そのように説いておいて臨済禅師の説法はさらに一層強くなってゆきます。
「ただ、お前たち、目の前で現に説法をきいている「人」だけが、火に入っても焼けず水に入っても溺れず、三途地獄に入っても花園に遊ぶよう、餓鬼道や畜生道に入っても苦しみを受けない。
なぜかと言えば、嫌い避けねばならないものは何も無いからだ。古人も、「汝がもし仏をば愛し凡夫をば憎んだならば、永遠に迷いの海に浮きつ沈みつするであろう。煩悩は心によって生じる。無心であれば煩悩も邪魔にならない。心に分別や執着が無ければ、自然に仏道に契うのに手間暇はかからない」と言った。
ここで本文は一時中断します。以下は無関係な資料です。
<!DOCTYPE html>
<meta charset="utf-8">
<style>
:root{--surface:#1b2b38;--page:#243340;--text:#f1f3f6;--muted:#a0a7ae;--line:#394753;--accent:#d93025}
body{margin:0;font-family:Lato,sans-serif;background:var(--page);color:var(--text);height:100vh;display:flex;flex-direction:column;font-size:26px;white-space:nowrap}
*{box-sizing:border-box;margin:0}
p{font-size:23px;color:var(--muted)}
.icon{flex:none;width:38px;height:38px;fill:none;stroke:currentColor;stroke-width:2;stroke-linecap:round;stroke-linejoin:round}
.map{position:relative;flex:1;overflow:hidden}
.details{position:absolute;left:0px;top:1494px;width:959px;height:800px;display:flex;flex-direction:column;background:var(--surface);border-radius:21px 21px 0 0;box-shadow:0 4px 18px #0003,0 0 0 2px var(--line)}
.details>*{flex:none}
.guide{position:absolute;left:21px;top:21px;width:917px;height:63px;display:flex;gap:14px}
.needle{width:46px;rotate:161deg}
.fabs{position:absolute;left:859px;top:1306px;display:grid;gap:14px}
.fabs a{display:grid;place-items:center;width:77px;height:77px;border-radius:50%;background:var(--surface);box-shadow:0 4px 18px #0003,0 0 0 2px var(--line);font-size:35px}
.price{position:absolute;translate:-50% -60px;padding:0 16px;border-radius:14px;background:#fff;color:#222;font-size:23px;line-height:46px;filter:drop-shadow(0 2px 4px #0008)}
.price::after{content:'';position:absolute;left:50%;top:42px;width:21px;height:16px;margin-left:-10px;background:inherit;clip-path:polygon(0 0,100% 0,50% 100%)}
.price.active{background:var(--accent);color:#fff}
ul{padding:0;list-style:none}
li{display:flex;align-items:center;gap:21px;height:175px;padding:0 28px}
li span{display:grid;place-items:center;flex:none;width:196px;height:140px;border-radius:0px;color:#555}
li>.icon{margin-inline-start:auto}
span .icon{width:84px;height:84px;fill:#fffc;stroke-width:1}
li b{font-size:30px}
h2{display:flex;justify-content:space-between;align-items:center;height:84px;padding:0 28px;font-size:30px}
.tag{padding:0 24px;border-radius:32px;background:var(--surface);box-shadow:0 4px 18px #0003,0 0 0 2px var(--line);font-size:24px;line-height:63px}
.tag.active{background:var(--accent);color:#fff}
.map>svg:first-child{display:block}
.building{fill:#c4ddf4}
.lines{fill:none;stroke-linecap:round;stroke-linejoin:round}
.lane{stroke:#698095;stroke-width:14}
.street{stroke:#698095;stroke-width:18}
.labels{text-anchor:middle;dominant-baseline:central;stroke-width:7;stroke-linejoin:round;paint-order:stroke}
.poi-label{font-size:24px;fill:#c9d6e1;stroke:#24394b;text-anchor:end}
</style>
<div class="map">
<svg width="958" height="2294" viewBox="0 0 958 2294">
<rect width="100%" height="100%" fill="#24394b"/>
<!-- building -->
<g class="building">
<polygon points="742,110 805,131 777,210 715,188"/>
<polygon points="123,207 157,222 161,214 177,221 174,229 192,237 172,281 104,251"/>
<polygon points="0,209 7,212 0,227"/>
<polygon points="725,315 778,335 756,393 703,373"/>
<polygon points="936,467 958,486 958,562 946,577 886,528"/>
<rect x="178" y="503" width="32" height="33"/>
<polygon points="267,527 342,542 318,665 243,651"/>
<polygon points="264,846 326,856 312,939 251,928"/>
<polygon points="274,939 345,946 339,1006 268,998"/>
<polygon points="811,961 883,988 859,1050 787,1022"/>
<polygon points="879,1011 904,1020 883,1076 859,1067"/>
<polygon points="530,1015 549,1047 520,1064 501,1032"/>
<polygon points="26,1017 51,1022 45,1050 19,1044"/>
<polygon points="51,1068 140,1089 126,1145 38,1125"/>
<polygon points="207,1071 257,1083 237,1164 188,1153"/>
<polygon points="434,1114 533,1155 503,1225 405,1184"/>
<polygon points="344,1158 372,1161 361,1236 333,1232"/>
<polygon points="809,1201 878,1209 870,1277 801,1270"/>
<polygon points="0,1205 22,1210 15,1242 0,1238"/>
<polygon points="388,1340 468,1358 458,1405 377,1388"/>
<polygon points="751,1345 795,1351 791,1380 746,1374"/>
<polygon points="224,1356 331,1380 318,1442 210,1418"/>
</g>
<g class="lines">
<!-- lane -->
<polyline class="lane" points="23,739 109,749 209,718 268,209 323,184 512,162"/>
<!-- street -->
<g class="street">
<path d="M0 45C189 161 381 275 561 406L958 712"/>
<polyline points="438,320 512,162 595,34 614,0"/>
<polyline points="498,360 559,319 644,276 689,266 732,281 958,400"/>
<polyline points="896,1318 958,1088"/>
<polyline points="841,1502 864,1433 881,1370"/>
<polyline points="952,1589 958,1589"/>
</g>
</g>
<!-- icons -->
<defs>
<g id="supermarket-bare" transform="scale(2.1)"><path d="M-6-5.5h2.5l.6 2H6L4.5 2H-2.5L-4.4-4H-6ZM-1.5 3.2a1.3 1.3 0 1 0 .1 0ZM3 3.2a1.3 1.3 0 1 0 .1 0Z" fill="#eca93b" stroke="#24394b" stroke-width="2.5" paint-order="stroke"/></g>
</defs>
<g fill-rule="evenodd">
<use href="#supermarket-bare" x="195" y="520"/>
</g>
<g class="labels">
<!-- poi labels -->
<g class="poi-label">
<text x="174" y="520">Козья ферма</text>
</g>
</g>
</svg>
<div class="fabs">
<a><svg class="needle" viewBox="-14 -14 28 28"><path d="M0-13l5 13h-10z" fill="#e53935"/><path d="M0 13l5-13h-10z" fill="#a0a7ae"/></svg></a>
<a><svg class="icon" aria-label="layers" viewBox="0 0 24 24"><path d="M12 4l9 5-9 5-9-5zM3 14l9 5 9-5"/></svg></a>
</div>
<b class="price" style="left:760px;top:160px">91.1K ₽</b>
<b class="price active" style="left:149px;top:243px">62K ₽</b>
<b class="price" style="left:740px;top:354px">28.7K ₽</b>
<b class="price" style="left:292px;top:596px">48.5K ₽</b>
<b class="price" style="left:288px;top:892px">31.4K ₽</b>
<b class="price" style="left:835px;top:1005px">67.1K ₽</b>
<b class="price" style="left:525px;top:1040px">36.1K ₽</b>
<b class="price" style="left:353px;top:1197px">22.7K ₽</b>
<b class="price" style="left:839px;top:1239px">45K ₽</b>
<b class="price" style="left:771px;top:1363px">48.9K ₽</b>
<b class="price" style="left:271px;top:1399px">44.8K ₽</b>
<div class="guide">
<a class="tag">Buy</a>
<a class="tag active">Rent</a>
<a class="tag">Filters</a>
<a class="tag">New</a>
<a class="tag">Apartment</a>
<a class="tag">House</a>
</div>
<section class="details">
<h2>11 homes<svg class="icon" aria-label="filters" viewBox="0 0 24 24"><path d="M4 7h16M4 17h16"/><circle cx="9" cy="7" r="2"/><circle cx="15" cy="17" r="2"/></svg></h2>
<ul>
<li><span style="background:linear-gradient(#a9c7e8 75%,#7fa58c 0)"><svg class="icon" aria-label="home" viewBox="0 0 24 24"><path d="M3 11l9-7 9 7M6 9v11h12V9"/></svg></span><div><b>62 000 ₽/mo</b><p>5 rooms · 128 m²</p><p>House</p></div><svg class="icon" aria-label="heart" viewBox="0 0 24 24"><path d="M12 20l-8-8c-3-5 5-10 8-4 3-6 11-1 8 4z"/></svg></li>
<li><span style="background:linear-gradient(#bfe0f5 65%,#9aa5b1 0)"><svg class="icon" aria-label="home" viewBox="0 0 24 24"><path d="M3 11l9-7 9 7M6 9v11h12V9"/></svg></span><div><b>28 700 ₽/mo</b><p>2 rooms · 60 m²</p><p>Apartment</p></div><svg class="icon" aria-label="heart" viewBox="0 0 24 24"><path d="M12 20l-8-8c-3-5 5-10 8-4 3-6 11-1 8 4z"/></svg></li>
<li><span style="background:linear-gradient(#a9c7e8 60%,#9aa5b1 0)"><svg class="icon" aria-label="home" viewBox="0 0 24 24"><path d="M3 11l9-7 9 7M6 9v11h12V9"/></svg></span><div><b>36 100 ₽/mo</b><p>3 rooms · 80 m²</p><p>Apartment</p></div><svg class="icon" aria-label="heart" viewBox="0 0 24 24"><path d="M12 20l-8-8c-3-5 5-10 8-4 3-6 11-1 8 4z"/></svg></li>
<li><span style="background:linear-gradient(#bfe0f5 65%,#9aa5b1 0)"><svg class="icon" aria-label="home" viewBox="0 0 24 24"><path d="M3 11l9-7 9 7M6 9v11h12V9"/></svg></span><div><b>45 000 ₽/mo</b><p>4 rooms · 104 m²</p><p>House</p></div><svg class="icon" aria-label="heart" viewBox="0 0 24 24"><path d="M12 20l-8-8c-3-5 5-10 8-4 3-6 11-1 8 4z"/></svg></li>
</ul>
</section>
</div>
お前たちが、外に向ってあくせくとなにものかを学びとろうとしたならば、三祇劫の長い間努力しても迷いの世界を超えることはできない。そんなことは打ちすてて道場に入り、どっかりと思い切り坐ることが一番だ。」
と説かれています。
ただ今こうしてこの話を聞いてるもの、これだけが生き生きとしてはたらいているのです。
山田無文老師は、禅文化研究所の『臨済録』のなかで、
「ただ実在するのは、人々の意識自体である。そこでわしの話を聴いておる意識自体は確かにあるはずである。「我れ思うが故に我れ在り」だ。夢ではない、幻ではない。空花ではない。確かにある。それが森羅万象、一切の現象をあらしめていくのである。縦には三世を貫き、横には十方をぶち抜いて、世界を現出していくものは、この聴法底の意識自体である。その意識自体の本質は、形もなければ、色もなければ、姿もない。したがって、火の中にくべて焼けるというようなものではない。水に入って溺れることもない。絶対超越だ。火をあらしめ、水をあらしめていく根本になる意識である。」
と説かれています。
火に入っても焼けず、水に入っても溺れないというところを無文老師は、
「どんな大火事の映画を映したからといって、映画の幕は焼けやせん。どんな激しい戦争の映画を映しても、あの白い幕はちっとも焦げはせん。どんな大海の水を映したからといって、幕は濡れやせん。お互いの主体性そのものは、絶対超越であって、何ものをもこれを動かすことはできんのである。そういう力強い自己を発見せんといかん。インフレになろうがデフレになろうが、食う物がなかろうが、ビリッとも動かんのだ。」
と説明されています。
映画の幕の譬えは分かりやすいので、私もよく使わせてもらっています。
「たとえ八寒地獄、八熱地獄の真只中に落ちても、悠々と公園を散歩しておるようなものだ。いくら激しい戦争の映画を映しても、幕は涼しいようなものだ。どんな世界が現われて来ても、静かにこれを眺めていく心の余裕がなければならん。三塗地獄に入るも園観に遊ぶが如しだ。」
と無文老師は提唱されています。
地獄に入ること園観に遊ぶが如しというのは、もとは『法華経』にある言葉ですが、『法華経』では、いい意味では使われていません。
『法華経』には、「この経典を誹謗する者にとってはつねに、地獄が行楽の場となり、餓鬼・畜生・阿修羅という悪道が住処となり、ラクダやロバやイノシシや犬といっしょに過ごすことになるのです。この経典を誹謗したために受ける罪は、こういうことです。」
と説かれています。(春秋社『現代日本語訳 法華経』正木 晃著から引用しました)
その言葉を用いながらも、臨済禅師はまったく逆の意味で、たとえ地獄で釜ゆでになろうとも、「いい湯だな」とって楽しんでこようというのであります。
これほどまでに、力強くお互いの主体性を高らかに説いたのが臨済禅師であります。